Unlocking the value of data - public engagement: literature review

This report highlights the findings from a literature review commissioned by the Scottish Government on public engagement regarding the use of public sector data by or with the private sector over the last 10 years both in the UK and internationally.


Public sector organisations in Scotland hold rich datasets that have high value. Unlocking this value and realising the full potential of Scotland’s data to create public benefit requires collaboration and partnerships between public sector organisations and third parties, including private sector organisations that have skills and knowledge which can enable public sector organisations to more effectively make use of and harness the benefits of the data that they hold. There are significant incentives to capitalise on this data, including to improve public services, processes and outcomes and foster data driven innovation in Scotland and beyond, but this is all conditional upon the ability of public sector organisations to make their data accessible and useable by third parties in ways that are acceptable to publics and retain public trust. This creates challenges because the use of public sector data by or with the private sector is a contentious area that has incited public debate and concern, including due to a stream of previous public controversies around data sharing initiatives that did not gain a sufficient social licence to operate.

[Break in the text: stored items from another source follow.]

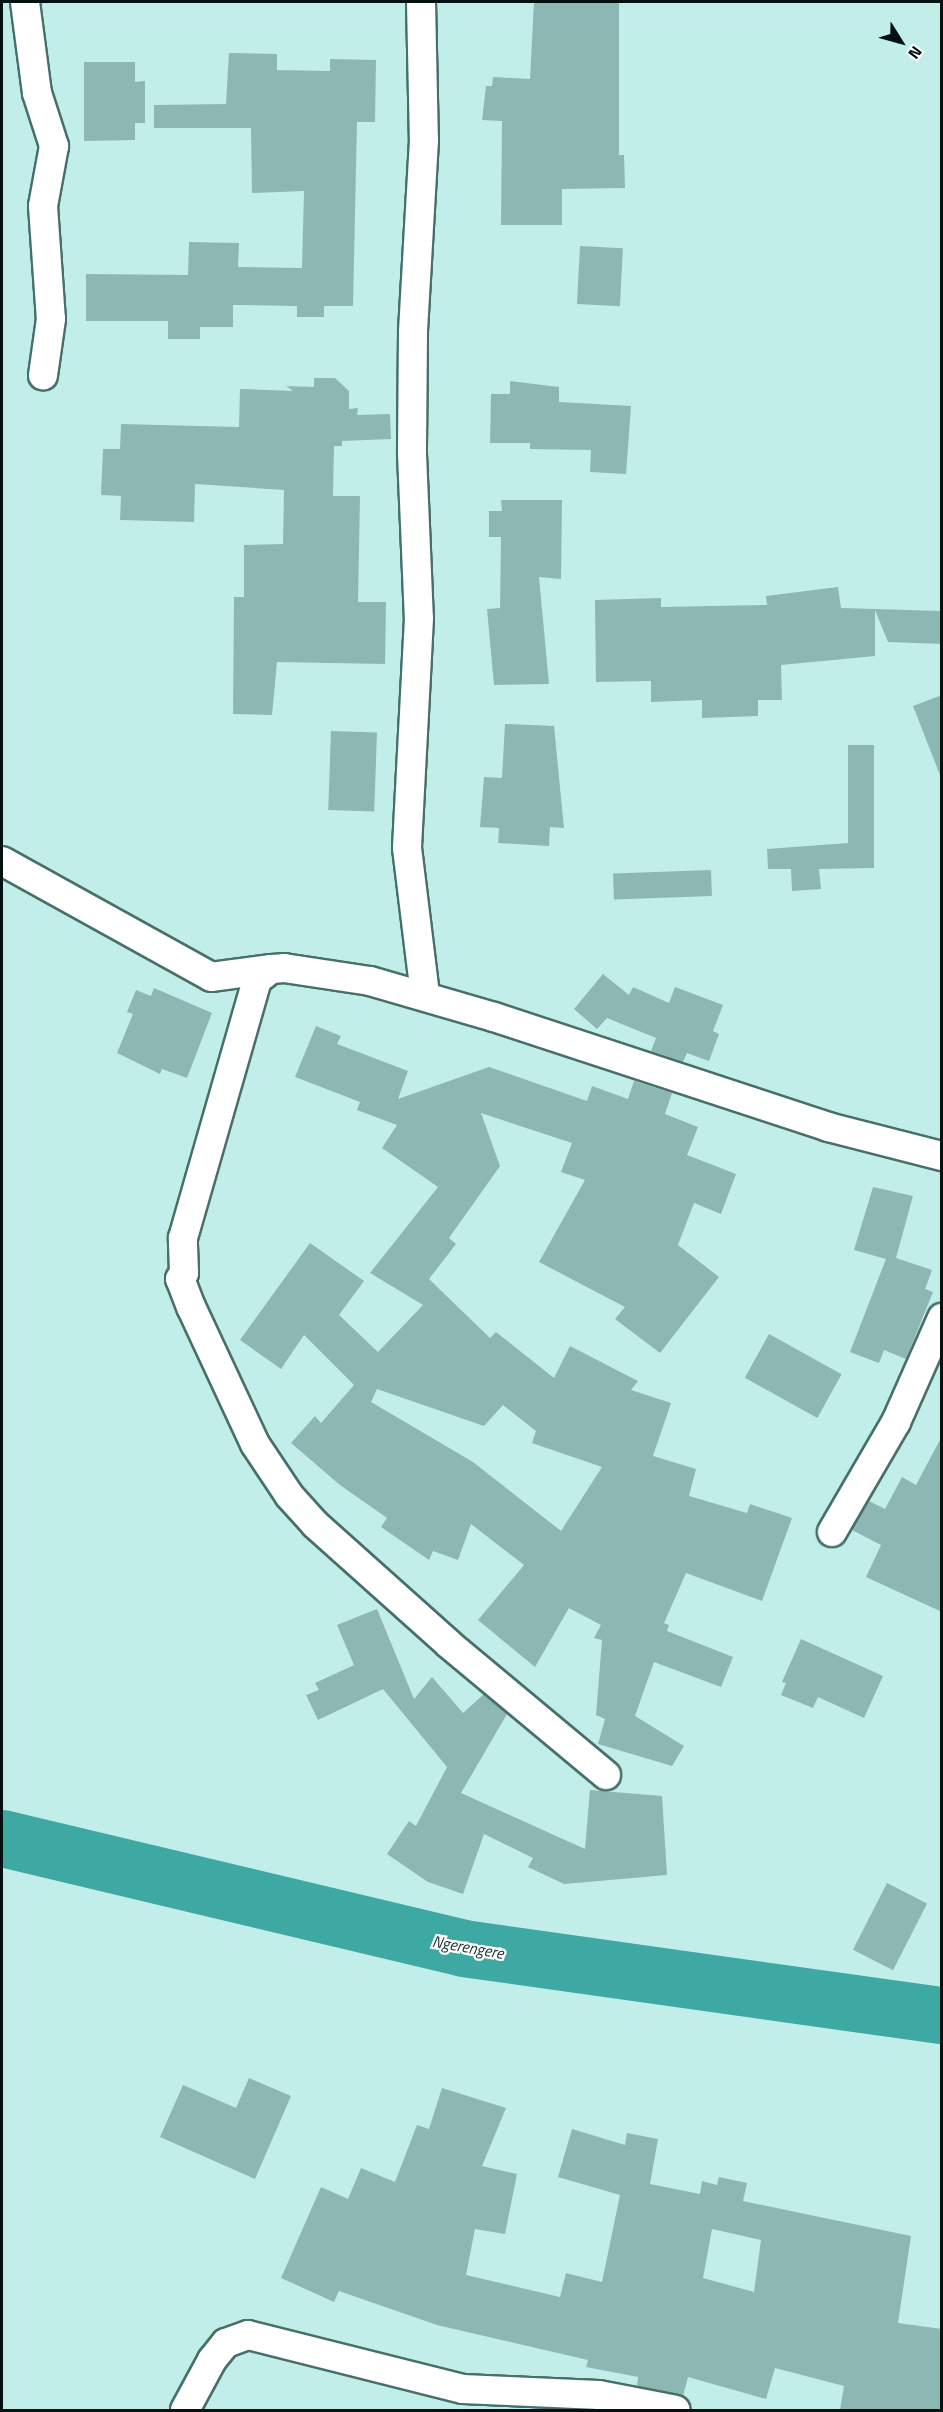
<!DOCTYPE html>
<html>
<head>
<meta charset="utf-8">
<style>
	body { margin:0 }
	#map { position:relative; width:943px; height:2412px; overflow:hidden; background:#c2eeea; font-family:"Titillium Web",sans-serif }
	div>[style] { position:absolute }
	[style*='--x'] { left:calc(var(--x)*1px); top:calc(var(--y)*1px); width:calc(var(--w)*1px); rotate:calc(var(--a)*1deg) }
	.river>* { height:57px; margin:-28.5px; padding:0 28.5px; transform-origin:28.5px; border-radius:28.5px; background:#3ea8a2 }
	.building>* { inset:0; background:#8db7b3; transform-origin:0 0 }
	.roads { filter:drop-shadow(2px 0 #476f6c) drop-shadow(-2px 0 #476f6c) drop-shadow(0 2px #476f6c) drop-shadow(0 -2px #476f6c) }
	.minor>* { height:28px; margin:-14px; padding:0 14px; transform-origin:14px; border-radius:14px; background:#fff }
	span { translate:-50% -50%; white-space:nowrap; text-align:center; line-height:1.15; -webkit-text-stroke:4.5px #fff; paint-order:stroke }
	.water-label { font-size:16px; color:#18302e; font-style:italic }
	.frame { position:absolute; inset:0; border:3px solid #031211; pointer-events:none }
	.north { position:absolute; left:871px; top:12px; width:60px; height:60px; -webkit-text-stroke:4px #fff; paint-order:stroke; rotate:127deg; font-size:16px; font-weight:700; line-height:24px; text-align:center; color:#031211 }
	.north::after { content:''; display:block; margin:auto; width:21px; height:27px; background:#031211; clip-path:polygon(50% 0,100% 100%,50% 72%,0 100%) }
</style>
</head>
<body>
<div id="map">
	<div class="river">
		<i style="--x:2;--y:1838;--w:474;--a:13.4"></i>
		<i style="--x:463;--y:1948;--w:484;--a:8"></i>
	</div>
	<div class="building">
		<i style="clip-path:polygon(534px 2px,619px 2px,619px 155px,624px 155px,625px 188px,562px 189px,562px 225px,501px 225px,502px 121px,482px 120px,486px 86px,492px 86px,493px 77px,530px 79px)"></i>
		<i style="clip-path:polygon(229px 53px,277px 54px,277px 70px,330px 71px,330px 59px,376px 60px,375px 122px,357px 122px,353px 306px,324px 306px,324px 317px,297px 317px,297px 306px,233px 305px,233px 327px,200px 327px,200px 339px,168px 339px,168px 321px,86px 321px,86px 274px,188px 275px,189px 242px,239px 243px,238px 267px,302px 268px,304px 191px,252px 193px,251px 128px,154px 128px,154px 105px,226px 104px)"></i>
		<i style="clip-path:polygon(84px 62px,135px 62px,135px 82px,145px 81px,145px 123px,135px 123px,135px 140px,84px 141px)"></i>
		<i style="left:580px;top:246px;width:43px;height:58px;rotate:3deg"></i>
		<i style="clip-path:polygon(314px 378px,335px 378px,349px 391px,349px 409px,358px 408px,357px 415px,390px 414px,391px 439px,342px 441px,342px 446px,334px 446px,333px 496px,360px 496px,358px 602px,386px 602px,385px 664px,277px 662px,272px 715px,233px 714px,234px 597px,244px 597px,244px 545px,283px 544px,284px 490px,195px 484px,194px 522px,120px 520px,121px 496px,101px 495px,103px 449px,120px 449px,121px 424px,239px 427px,240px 389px,293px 391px,286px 386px,314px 387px)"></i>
		<i style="clip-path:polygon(510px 381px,559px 387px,559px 402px,631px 406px,626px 474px,590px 472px,591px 450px,530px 449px,530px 443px,490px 443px,491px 394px,510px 394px)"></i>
		<i style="clip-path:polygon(501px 500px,562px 500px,561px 579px,539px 577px,549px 684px,494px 685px,487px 609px,500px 608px,501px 537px,489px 537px,489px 511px,502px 511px)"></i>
		<i style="clip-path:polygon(838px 587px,841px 608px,942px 611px,942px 644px,888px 642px,875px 610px,875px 656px,781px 665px,782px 700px,758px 700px,758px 716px,702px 718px,702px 700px,651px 702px,651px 681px,596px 682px,595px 600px,661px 598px,661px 607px,767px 605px,766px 596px)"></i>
		<i style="clip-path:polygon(942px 695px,942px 775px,940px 775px,913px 706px)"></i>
		<i style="clip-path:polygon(505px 724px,554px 726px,564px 828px,550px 827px,549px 846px,498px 843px,499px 828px,480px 827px,484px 777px,502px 778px)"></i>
		<i style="left:331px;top:731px;width:46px;height:79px;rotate:2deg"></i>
		<i style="clip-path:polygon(848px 745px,874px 745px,874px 868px,819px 869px,821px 889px,792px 891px,791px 869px,768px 869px,767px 849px,848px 843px)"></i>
		<i style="left:711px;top:870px;width:26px;height:98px;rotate:88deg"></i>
		<i style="clip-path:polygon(603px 974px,629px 995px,633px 987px,669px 1003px,675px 987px,723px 1005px,713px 1031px,719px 1034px,709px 1061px,687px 1053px,683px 1062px,651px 1051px,656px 1038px,607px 1018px,597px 1029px,574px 1009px)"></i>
		<i style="clip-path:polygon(154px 988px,212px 1013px,187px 1078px,162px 1069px,160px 1074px,117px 1053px,133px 1014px,127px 1012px,136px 990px,151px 996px)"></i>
		<i style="clip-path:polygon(evenodd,316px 1026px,341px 1036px,337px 1044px,408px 1071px,398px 1099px,489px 1067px,587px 1101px,592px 1086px,628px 1099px,634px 1081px,672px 1093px,665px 1114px,698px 1127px,687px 1155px,736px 1174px,721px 1214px,694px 1203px,678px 1245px,719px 1277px,660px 1353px,615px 1319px,625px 1307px,539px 1262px,585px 1180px,561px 1172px,572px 1143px,481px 1113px,500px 1166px,449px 1238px,456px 1244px,429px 1279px,490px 1338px,496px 1332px,554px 1378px,570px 1346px,638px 1381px,631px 1390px,671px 1403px,653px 1456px,696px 1469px,689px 1496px,747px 1513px,750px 1504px,792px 1518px,762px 1601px,686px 1573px,664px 1623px,669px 1625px,667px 1631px,733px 1657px,721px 1687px,654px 1662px,635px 1716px,684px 1746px,672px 1766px,598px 1744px,605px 1719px,596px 1715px,602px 1640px,594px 1638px,601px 1625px,569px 1608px,535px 1667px,478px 1620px,524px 1565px,471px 1524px,458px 1560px,433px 1551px,429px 1560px,381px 1527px,387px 1518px,340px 1485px,291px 1443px,315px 1416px,321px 1423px,354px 1385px,304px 1335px,281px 1369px,240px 1340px,310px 1243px,364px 1281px,339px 1315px,378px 1352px,423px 1305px,370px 1273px,438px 1187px,382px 1148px,397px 1125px,357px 1110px,360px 1102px,295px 1077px,316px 1026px,377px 1389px,484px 1426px,503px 1405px,536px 1431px,532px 1443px,602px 1467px,561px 1531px,473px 1462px,371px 1402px,377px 1389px)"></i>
		<i style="clip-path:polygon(873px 1187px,913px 1196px,896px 1258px,932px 1270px,925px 1289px,933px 1292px,906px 1359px,884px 1350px,879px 1363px,850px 1352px,886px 1259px,854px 1250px)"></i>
		<i style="left:769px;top:1334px;width:83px;height:50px;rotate:29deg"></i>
		<i style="clip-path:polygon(942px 1436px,942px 1612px,866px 1577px,881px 1545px,852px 1530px,869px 1501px,885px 1509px,902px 1477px,916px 1485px)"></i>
		<i style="clip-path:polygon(377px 1609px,414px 1699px,432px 1677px,463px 1713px,484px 1694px,507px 1714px,461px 1793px,585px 1849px,590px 1790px,662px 1796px,667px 1875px,564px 1884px,528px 1867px,533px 1858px,484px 1834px,463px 1894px,428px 1882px,387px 1854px,409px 1821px,416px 1826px,447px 1767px,383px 1689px,318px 1720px,306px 1695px,319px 1690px,315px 1683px,354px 1665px,337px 1625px)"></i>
		<i style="clip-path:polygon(801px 1639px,883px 1676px,864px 1718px,818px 1697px,813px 1708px,781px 1695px,786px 1683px,782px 1682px)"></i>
		<i style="left:887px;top:1883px;width:45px;height:75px;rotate:27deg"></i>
		<i style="clip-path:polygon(249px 2078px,291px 2096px,255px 2179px,160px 2137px,183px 2085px,236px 2108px)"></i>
		<i style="clip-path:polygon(evenodd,442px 2088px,506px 2108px,482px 2166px,517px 2174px,505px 2234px,475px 2229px,466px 2275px,560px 2297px,566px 2273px,602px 2282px,620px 2195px,558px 2177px,572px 2129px,625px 2145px,627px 2133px,658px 2139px,650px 2184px,700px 2194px,702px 2181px,717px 2185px,719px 2177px,747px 2183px,743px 2201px,911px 2236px,898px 2323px,942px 2329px,942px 2410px,840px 2410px,844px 2386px,775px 2368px,766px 2399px,688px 2377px,683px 2396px,637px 2386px,638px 2377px,586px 2367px,588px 2360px,437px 2325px,339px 2291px,334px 2302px,281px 2278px,321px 2187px,348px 2199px,361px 2168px,395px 2182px,417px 2125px,429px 2129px,442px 2088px,712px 2229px,761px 2240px,754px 2292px,703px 2278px,712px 2229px)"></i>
	</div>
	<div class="roads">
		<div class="minor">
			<i style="--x:25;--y:2;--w:92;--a:82.5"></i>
			<i style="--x:37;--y:93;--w:56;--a:72.2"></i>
			<i style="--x:54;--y:146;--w:61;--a:100.4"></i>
			<i style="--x:43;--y:206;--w:113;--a:86"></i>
			<i style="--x:51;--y:319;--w:57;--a:98.1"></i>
			<i style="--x:421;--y:2;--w:138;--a:88.8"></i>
			<i style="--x:424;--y:140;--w:193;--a:93.3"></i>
			<i style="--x:413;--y:333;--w:121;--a:90.5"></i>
			<i style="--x:412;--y:454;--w:164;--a:87.6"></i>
			<i style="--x:419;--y:618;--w:230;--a:93"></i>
			<i style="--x:407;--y:848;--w:148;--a:83"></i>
			<i style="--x:2;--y:861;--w:239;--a:29"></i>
			<i style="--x:211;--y:977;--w:61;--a:-7.6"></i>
			<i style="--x:832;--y:1532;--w:127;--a:-59.8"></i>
			<i style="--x:896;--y:1422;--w:114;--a:-66.1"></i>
			<i style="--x:606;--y:1775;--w:204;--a:-140.2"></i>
			<i style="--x:449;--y:1644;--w:180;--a:-138.2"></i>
			<i style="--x:315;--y:1524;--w:39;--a:-132"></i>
			<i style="--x:289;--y:1495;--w:61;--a:-123.7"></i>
			<i style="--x:255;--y:1444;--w:151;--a:-115"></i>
			<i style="--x:191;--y:1307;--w:30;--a:-111"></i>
			<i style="--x:180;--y:1279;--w:7;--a:-56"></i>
			<i style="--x:184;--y:1273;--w:35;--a:-92"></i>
			<i style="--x:183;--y:1238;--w:268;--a:-74"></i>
			<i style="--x:257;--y:980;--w:18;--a:-38"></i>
			<i style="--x:271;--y:969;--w:13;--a:-4"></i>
			<i style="--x:284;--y:968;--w:87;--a:8.6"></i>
			<i style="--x:370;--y:981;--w:129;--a:16.2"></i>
			<i style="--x:494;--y:1017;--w:352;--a:18.2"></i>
			<i style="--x:828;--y:1127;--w:118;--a:14.3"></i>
			<i style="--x:185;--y:2410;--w:57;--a:-61.6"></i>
			<i style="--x:212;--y:2360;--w:22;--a:-51"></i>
			<i style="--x:226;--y:2343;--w:23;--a:-20"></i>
			<i style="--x:248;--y:2335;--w:222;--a:14.1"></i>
			<i style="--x:463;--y:2389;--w:136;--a:2.5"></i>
			<i style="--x:599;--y:2395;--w:78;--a:11"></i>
		</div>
	</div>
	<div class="water-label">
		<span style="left:468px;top:1947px;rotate:10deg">Ngerengere</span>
	</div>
	<div class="frame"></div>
	<div class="north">N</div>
</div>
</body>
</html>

Prominent examples include the failures of the care.data programme, launched in 2013 with the aim of enabling access to and use of routinely collected health and social care data for commissioning and other purposes beyond direct patient care. It has been argued that the public controversy generated around care.data was due to its failure to gain a social licence, including because communication about the initiative was not appropriately transparent to enable publics to trust that their data was sufficiently protected against misuse and because publics were not convinced that care.data served public benefit (see e.g. Carter, Laurie, and Dixon-Woods, 2015). Similarly, the recent controversy over the sharing of the Royal Free NHS Trust identifiable patient data with the Google Deep Mind subsidiary to create a diagnostic application generated public concerns including around the potential commercialisation of patient data, insufficient transparency around the initiative, and lack of consent from patients for this data use (see Ballantyne & Stewart, 2019). Further, these challenges are not limited to the UK. For example, in 2019, Ascension, a large US non-profit healthcare system, announced a data partnership with Google called “Nightingale,” which involved the moving of identifiable patient records onto a Google cloud server for data analysis and processing. This incited public alarm as well as an investigation by the US Department of Health and Human Services Office for Civil Rights due to concerns over a healthcare system sharing patient data with commercial companies in general and distrust in Google’s promises to keep this data private, secure and separate from their other data in particular (see Wachter & Cassel, 2020).

Beyond the public controversies in this area, as we will show below, publics generally have negative spontaneous reactions and relatively low levels of trust in private sector organisations, combined with a strong expectation that any use of public sector data will be transparent, accountable, serve public interests and, most importantly, result in public benefit over and above any private or commercial benefits that may be realised from it. This brings to the fore that the success of data sharing ventures and partnerships between private and public sector organisations is dependent on understanding how to secure public support and trust for such ventures, and on ensuring that each initiative is publicly acceptable and geared to deliver public benefit.

In what follows, we report the findings from a literature review of previous public engagement regarding the use of public sector data by or with the private sector over the last 10 years both in the UK and internationally. The aim of this is to inform the design of a programme of public engagement for the Scottish Government in this area including appropriate further engagement activities. Accordingly, the review was driven by the question, what public engagement has been undertaken regarding the use of public sector data by or with the private sector? We undertook a rapid review of the existing literature on public engagement and public views on private sector use of public sector data using an adapted systematic review and thematic synthesis approach, through which we identified, analysed, and synthesised academic and grey literature. We found that deliberative and dialogue based qualitative public engagement and research methods are effective in identifying informed and considered public views on private sector use of public sector data, and there were eight key themes across the findings from the included literature: low public awareness, ‘gut reactions,’ and changing perceptions around data use; acceptability of private sector data uses; the centrality of public benefit; importance of benefit-sharing and distribution; trust and distrust; oversight, governance, and safeguards; public involvement and engagement; and the impact of demographic differences of people’s views. We conclude that these themes should be accounted for in the design of public engagement in this area so that engagements can move informed debate towards acceptable solutions, and we prove some corresponding recommendations.